* Working data *

================

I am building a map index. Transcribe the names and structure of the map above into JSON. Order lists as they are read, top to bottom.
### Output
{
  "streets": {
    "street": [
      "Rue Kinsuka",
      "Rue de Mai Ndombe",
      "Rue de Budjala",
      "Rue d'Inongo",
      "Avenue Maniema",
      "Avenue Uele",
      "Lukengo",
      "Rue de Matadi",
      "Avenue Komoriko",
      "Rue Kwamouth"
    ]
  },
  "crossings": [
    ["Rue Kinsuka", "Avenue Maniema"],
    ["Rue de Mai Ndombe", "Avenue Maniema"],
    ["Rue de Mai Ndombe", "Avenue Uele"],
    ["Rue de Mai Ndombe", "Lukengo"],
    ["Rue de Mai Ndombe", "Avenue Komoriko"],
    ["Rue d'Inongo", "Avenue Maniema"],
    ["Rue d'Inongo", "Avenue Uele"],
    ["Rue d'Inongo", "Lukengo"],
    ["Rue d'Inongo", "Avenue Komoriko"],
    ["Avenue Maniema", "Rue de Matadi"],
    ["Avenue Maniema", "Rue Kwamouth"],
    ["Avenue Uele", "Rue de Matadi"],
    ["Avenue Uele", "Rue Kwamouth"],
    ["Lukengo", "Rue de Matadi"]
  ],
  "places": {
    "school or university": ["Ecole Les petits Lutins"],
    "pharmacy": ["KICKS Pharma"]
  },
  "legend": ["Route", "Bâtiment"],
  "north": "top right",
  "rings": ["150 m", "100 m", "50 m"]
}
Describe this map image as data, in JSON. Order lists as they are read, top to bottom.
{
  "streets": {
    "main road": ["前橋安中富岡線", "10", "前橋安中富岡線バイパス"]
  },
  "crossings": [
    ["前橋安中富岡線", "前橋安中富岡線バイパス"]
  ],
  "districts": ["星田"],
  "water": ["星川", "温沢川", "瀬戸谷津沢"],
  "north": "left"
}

================

* Instructions for the task *
When you transcribe the records above, keep every line exactly the same.

* Solution to the problem *
I am building a map index. Transcribe the names and structure of the map above into JSON. Order lists as they are read, top to bottom.
### Output
{
  "streets": {
    "street": [
      "Rue Kinsuka",
      "Rue de Mai Ndombe",
      "Rue de Budjala",
      "Rue d'Inongo",
      "Avenue Maniema",
      "Avenue Uele",
      "Lukengo",
      "Rue de Matadi",
      "Avenue Komoriko",
      "Rue Kwamouth"
    ]
  },
  "crossings": [
    ["Rue Kinsuka", "Avenue Maniema"],
    ["Rue de Mai Ndombe", "Avenue Maniema"],
    ["Rue de Mai Ndombe", "Avenue Uele"],
    ["Rue de Mai Ndombe", "Lukengo"],
    ["Rue de Mai Ndombe", "Avenue Komoriko"],
    ["Rue d'Inongo", "Avenue Maniema"],
    ["Rue d'Inongo", "Avenue Uele"],
    ["Rue d'Inongo", "Lukengo"],
    ["Rue d'Inongo", "Avenue Komoriko"],
    ["Avenue Maniema", "Rue de Matadi"],
    ["Avenue Maniema", "Rue Kwamouth"],
    ["Avenue Uele", "Rue de Matadi"],
    ["Avenue Uele", "Rue Kwamouth"],
    ["Lukengo", "Rue de Matadi"]
  ],
  "places": {
    "school or university": ["Ecole Les petits Lutins"],
    "pharmacy": ["KICKS Pharma"]
  },
  "legend": ["Route", "Bâtiment"],
  "north": "top right",
  "rings": ["150 m", "100 m", "50 m"]
}
Describe this map image as data, in JSON. Order lists as they are read, top to bottom.
{
  "streets": {
    "main road": ["前橋安中富岡線", "10", "前橋安中富岡線バイパス"]
  },
  "crossings": [
    ["前橋安中富岡線", "前橋安中富岡線バイパス"]
  ],
  "districts": ["星田"],
  "water": ["星川", "温沢川", "瀬戸谷津沢"],
  "north": "left"
}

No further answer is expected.